DIRECTIONS FOR THIS TASK.
Look through the records below for the word "linecap". Report how many lines have it, and only that number.
INPUT DATA: Begin
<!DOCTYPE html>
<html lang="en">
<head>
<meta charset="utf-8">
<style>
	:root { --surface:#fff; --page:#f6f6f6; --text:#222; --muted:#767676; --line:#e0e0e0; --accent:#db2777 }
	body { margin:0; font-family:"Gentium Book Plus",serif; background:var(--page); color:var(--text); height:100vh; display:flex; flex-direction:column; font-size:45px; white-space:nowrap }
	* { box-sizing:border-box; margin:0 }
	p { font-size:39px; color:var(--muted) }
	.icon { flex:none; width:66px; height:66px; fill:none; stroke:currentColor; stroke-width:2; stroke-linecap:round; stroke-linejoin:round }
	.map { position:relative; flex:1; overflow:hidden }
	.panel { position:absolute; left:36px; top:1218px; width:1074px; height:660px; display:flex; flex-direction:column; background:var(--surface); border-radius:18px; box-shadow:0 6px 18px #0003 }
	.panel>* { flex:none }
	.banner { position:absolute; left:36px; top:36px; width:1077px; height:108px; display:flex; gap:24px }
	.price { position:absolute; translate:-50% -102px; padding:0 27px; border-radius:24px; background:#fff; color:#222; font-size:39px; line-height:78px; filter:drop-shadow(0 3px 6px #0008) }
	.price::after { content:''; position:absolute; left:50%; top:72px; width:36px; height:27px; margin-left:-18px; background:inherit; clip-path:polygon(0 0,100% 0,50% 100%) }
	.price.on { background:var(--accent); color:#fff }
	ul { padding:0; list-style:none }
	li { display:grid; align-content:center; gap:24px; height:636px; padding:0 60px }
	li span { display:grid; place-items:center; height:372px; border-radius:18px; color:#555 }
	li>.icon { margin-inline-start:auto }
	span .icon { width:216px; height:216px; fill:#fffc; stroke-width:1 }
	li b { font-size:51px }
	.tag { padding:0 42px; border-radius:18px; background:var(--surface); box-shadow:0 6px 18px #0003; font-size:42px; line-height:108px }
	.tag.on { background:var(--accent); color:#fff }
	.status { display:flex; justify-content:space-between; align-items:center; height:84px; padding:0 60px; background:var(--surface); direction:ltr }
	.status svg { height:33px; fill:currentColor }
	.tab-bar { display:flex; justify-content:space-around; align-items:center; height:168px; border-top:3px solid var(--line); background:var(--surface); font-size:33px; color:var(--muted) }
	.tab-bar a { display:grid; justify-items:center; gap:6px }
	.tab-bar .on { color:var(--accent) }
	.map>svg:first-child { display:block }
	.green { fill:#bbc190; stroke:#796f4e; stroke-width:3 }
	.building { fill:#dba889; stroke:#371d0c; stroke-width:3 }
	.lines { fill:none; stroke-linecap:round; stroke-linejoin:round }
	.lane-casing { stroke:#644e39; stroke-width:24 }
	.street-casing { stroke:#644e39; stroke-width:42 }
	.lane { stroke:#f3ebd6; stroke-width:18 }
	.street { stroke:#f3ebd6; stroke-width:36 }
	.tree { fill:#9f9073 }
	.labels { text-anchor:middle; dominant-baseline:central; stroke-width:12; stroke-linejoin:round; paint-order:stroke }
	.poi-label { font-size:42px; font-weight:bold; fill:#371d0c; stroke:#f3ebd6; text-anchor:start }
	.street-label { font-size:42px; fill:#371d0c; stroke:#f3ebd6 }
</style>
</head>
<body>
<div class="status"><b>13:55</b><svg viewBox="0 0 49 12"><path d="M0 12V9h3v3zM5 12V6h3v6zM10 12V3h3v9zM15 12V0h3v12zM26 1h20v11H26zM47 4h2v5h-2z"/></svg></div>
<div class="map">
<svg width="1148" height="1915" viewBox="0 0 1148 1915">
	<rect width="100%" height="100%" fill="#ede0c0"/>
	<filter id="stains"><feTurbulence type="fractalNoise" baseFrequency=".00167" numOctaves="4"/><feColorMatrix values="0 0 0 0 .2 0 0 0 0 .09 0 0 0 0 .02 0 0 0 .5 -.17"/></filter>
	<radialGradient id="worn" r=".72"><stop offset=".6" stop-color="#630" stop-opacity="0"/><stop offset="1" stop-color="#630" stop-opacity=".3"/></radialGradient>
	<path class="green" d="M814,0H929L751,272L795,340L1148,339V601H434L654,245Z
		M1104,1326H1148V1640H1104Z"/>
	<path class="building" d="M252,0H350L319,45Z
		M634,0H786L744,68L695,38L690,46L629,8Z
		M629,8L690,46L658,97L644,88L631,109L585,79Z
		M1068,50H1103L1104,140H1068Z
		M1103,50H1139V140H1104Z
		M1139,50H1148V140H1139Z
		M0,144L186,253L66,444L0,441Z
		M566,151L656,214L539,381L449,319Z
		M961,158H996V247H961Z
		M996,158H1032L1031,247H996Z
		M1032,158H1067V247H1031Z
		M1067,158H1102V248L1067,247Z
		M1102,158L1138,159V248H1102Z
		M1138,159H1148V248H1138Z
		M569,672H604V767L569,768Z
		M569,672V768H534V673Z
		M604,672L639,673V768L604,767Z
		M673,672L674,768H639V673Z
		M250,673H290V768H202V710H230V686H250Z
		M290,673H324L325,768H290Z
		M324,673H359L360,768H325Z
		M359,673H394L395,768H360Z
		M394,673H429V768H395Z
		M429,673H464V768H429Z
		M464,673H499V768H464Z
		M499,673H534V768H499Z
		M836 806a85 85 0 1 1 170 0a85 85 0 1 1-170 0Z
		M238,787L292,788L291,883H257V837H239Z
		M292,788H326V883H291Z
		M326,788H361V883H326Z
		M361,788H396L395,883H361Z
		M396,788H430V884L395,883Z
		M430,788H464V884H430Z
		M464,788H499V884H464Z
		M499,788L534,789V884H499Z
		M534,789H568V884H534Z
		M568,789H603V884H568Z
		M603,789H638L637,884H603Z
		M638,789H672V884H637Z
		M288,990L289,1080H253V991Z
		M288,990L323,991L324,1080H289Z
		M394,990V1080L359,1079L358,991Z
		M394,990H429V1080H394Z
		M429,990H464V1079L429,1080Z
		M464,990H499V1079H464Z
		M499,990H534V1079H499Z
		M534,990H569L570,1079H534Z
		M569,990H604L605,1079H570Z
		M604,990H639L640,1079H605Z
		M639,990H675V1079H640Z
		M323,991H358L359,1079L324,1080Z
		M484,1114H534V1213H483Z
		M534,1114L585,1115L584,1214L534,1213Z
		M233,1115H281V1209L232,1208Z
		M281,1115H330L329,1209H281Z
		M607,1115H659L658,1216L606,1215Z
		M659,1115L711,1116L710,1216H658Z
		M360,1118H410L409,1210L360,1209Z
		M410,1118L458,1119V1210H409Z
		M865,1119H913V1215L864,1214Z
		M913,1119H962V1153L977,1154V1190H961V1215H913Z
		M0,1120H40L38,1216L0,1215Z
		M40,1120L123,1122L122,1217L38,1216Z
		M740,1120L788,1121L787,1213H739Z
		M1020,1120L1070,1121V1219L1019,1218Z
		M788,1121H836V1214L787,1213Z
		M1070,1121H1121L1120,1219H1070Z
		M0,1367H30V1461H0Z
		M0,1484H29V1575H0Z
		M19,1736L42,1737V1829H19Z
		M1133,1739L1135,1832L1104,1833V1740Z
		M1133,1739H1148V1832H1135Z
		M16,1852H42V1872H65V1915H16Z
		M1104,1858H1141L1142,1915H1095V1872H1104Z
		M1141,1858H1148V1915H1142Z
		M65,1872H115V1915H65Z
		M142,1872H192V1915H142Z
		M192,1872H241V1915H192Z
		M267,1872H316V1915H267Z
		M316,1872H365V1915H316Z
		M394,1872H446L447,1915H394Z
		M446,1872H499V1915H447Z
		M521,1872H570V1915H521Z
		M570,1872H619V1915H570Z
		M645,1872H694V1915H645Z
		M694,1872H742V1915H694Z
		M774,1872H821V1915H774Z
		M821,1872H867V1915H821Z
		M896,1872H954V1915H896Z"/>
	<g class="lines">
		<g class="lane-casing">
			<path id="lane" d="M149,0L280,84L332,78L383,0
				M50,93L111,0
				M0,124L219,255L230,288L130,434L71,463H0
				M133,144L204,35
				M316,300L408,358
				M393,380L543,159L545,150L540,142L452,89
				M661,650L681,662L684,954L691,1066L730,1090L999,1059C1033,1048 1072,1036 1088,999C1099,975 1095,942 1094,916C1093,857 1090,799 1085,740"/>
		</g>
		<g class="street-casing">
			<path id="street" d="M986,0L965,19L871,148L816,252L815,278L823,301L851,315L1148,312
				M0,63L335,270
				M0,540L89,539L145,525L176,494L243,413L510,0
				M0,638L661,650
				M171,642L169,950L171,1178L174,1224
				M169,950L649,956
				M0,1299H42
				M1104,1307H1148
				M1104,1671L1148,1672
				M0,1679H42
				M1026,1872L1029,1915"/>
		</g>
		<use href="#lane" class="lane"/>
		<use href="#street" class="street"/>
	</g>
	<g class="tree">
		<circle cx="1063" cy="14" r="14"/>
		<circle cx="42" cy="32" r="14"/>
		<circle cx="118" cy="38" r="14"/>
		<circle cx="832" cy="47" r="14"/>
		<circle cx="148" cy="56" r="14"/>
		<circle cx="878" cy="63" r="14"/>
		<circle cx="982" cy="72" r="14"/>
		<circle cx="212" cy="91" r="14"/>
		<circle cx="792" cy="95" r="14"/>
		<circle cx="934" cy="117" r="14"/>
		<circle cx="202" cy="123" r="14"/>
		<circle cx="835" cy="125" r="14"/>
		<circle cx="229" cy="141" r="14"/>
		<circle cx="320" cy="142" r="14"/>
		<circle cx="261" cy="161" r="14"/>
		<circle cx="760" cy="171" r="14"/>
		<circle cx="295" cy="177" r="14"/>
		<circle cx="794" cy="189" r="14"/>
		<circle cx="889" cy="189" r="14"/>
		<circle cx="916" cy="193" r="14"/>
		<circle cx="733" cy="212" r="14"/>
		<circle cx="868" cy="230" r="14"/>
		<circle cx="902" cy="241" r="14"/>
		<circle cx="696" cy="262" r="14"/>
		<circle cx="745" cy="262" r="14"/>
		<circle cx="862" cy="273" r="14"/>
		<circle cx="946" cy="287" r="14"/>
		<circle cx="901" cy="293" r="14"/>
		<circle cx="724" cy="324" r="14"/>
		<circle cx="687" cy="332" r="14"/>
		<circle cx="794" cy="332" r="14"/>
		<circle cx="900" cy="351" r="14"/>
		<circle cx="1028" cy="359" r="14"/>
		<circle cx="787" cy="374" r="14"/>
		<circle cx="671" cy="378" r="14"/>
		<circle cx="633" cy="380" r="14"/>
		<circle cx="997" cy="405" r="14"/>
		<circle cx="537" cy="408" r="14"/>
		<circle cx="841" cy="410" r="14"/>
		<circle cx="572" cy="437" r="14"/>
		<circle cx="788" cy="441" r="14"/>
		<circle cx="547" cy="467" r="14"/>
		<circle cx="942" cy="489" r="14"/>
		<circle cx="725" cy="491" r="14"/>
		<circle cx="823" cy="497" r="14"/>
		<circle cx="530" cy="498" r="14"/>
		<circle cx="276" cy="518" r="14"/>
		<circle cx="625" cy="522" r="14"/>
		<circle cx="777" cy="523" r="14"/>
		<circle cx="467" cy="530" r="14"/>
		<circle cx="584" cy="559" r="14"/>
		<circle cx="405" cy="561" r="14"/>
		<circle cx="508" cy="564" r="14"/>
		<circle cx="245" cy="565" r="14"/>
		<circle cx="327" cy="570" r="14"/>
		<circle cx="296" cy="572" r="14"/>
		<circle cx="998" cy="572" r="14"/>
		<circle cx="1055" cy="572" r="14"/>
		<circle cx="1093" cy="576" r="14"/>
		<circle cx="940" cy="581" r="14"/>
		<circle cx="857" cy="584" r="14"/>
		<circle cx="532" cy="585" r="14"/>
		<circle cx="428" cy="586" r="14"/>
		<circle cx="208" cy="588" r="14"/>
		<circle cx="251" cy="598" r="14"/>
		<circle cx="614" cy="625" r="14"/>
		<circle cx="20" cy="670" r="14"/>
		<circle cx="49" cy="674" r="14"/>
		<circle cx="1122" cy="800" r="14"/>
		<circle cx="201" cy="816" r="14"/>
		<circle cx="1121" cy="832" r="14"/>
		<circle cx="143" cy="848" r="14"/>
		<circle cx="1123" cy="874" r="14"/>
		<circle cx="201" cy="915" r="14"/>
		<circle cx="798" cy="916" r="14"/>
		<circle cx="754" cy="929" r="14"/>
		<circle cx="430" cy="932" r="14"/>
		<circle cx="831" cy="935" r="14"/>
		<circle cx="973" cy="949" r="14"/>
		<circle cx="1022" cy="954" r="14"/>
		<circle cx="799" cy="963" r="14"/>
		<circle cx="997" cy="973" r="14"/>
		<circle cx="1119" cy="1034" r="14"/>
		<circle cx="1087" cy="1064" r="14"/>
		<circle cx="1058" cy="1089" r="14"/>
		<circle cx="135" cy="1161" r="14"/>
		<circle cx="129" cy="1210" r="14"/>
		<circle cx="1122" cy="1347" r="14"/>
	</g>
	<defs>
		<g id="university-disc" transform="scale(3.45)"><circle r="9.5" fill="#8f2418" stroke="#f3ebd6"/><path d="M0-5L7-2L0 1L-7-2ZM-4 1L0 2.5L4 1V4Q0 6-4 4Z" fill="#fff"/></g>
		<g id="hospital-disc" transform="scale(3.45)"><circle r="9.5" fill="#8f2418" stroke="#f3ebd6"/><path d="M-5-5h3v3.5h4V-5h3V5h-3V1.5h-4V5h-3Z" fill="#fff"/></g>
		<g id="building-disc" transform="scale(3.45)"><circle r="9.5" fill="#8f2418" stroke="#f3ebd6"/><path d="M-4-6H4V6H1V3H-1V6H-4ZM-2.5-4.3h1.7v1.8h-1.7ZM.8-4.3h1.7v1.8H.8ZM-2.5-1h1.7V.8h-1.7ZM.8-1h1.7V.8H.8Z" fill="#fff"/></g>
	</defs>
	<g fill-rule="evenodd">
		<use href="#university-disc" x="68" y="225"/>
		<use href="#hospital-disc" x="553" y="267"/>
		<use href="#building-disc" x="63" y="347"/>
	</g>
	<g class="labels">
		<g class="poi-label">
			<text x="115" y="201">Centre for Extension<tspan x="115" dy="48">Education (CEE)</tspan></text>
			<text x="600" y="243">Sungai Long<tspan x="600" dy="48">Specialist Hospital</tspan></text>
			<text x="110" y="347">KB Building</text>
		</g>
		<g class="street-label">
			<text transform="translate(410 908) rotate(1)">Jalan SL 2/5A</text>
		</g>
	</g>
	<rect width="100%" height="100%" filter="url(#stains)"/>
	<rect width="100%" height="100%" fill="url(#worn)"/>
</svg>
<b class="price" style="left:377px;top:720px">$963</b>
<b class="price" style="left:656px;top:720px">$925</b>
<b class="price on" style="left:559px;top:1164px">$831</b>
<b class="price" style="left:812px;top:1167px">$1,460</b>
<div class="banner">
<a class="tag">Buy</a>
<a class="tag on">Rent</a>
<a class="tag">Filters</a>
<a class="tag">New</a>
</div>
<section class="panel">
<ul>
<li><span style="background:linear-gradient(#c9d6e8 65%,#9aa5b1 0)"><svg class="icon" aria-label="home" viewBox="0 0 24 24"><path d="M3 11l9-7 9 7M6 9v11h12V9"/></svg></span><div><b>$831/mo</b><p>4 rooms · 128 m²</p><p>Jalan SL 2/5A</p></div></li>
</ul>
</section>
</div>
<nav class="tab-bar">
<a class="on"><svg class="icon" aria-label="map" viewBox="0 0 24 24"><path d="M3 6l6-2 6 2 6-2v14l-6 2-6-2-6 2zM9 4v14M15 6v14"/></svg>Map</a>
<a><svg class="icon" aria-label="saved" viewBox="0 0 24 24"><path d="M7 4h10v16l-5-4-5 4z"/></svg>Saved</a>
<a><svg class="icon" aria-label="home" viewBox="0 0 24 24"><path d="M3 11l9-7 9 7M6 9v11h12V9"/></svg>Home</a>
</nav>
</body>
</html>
INPUT DATA: End
ANSWER BOX.
2